Financial services recruitment firms have traditionally been big hirers of university graduates. Ingham’s comment suggests their junior recruitment doesn’t always work out.

“A lot of recruitment companies will hire 3 graduates in the expectation that 2 of them will leave within six to nine months,” says one recruitment consultant who specializes in hiring recruitment juniors. “The problem is that a lot of graduates have a glamorous view of the recruitment industry – especially the financial services recruitment industry. Fundamentally, however, recruitment is a repetitive sales role – it’s about picking up the phone and making things happen.”

One ex-financial services recruiter who went into the industry after graduation says the real problem is that recruitment firms make unrealistic promises of commission earning potential and the job is extremely boring. “They pretend you’ll be earning six figures and doing something interesting. The reality is that you’ll be killing your brain and throwing mud against a wall trying to get candidates to move into jobs they’re really not bothered about,” he says. “I’d rather do something more interesting with my life.”

Another recruiter of junior recruitment consultants, says the first 6-9 months of a junior recruitment career are usually the crunch point. “You’ll be starting with a desk that’s completely cold and you have to source clients, and get their business,” she says. “By the time you’re recruiting you’re in month 4 and by the time you start actually making some cash, you will be in months 4-6.”

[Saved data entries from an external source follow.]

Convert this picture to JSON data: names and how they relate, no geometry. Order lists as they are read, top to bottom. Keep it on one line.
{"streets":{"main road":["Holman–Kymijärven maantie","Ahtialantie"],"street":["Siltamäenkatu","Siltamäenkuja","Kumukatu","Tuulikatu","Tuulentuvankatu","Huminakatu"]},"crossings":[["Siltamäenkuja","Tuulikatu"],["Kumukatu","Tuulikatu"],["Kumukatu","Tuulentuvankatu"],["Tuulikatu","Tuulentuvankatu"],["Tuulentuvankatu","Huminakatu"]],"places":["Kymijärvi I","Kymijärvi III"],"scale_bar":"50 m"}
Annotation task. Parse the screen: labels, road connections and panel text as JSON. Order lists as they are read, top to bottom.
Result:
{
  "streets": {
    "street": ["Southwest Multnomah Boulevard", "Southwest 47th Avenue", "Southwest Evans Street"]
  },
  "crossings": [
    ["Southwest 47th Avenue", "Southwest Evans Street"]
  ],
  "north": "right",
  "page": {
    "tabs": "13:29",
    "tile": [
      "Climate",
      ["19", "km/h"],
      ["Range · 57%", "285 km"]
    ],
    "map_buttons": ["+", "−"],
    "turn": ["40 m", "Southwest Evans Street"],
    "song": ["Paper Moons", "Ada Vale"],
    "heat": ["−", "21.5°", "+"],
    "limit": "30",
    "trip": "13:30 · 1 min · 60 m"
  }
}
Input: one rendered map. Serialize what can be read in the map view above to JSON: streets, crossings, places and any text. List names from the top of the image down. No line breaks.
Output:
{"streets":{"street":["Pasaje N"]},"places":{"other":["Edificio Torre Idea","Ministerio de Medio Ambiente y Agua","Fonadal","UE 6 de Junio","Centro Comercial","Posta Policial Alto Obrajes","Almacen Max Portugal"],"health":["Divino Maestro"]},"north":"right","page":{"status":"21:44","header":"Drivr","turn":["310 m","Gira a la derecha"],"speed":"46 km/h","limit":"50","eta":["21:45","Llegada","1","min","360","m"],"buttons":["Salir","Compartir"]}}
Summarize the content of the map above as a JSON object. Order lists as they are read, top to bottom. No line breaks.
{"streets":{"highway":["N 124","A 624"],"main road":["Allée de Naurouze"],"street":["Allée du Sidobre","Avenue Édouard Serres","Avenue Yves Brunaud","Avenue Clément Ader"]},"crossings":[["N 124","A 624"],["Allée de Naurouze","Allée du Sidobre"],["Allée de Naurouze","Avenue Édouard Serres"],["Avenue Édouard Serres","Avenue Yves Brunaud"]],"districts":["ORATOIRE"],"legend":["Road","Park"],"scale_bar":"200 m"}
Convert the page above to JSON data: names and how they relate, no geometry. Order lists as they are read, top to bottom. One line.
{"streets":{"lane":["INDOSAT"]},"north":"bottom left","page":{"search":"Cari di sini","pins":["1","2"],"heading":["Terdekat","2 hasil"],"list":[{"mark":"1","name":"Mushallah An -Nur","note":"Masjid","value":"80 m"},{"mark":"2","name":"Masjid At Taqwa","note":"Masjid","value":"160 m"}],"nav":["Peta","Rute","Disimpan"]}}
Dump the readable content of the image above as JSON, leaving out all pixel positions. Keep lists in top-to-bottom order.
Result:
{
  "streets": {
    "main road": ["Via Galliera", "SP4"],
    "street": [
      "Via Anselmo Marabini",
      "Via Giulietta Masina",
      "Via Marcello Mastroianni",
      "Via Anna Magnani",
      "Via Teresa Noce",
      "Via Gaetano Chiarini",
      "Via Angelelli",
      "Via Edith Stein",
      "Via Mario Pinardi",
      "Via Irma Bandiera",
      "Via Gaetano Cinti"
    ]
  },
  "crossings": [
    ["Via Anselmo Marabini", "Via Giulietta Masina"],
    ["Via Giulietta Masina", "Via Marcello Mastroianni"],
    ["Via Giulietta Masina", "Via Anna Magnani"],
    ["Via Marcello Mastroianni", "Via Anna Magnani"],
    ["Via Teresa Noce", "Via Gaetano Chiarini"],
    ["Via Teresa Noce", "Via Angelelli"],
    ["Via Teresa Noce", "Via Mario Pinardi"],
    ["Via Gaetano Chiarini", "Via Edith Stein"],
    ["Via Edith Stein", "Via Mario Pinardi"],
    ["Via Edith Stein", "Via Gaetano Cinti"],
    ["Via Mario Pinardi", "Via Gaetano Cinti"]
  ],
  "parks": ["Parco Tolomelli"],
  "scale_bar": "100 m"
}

The implication is that junior recruiters will be living entirely off their base salaries. This isn’t necessarily the case, says Gabby Gerra, director of recruitment to recruitment firm Orint. “Most people will earn salaries as well as commission,” she says. “Commission is still on offer in the financial services recruitment industry – but it’s not as high as it was." After two years you can probably expect to earn between $65,000 – $95,000, salary and commission.

One of the major turnoffs for junior financial services recruiters in all markets – but especially in the current market, is the oppressive use of KPIs. Some junior recruiters complain that their every move is being watched. One recruiter of recruiters says recruitment firms will typically have KPIs around everything from client meetings to candidate registrations, and first interviews. However, she says they can be a good thing: “If you’re a junior consultant, KPIs can be quite reassuring and can help you measure your success, particularly in the early days.”

If you’re a junior recruiter and you don’t want to be ruled by KPI’s, Gerra suggests you work for a small firm. “The recruitment firms which are very heavily focused on KPIs can be quite aggressive and may have a higher turnover of staff,” she says.

The sad reality is that financial services recruitment firms may be far less partial to junior staff in future. In place of fresh graduates, recruiters of recruiters say many firms are now trying to hire seasoned consultants who know how to handle a difficult market.

One financial services recruiter sums it up: “When the market is good, recruitment can be quite an easy job. The earning potential is fantastic and you can place reasonably good candidates without too much effort. Now, however, it’s really difficult to place even super-super people. Clients have really raised the bar”.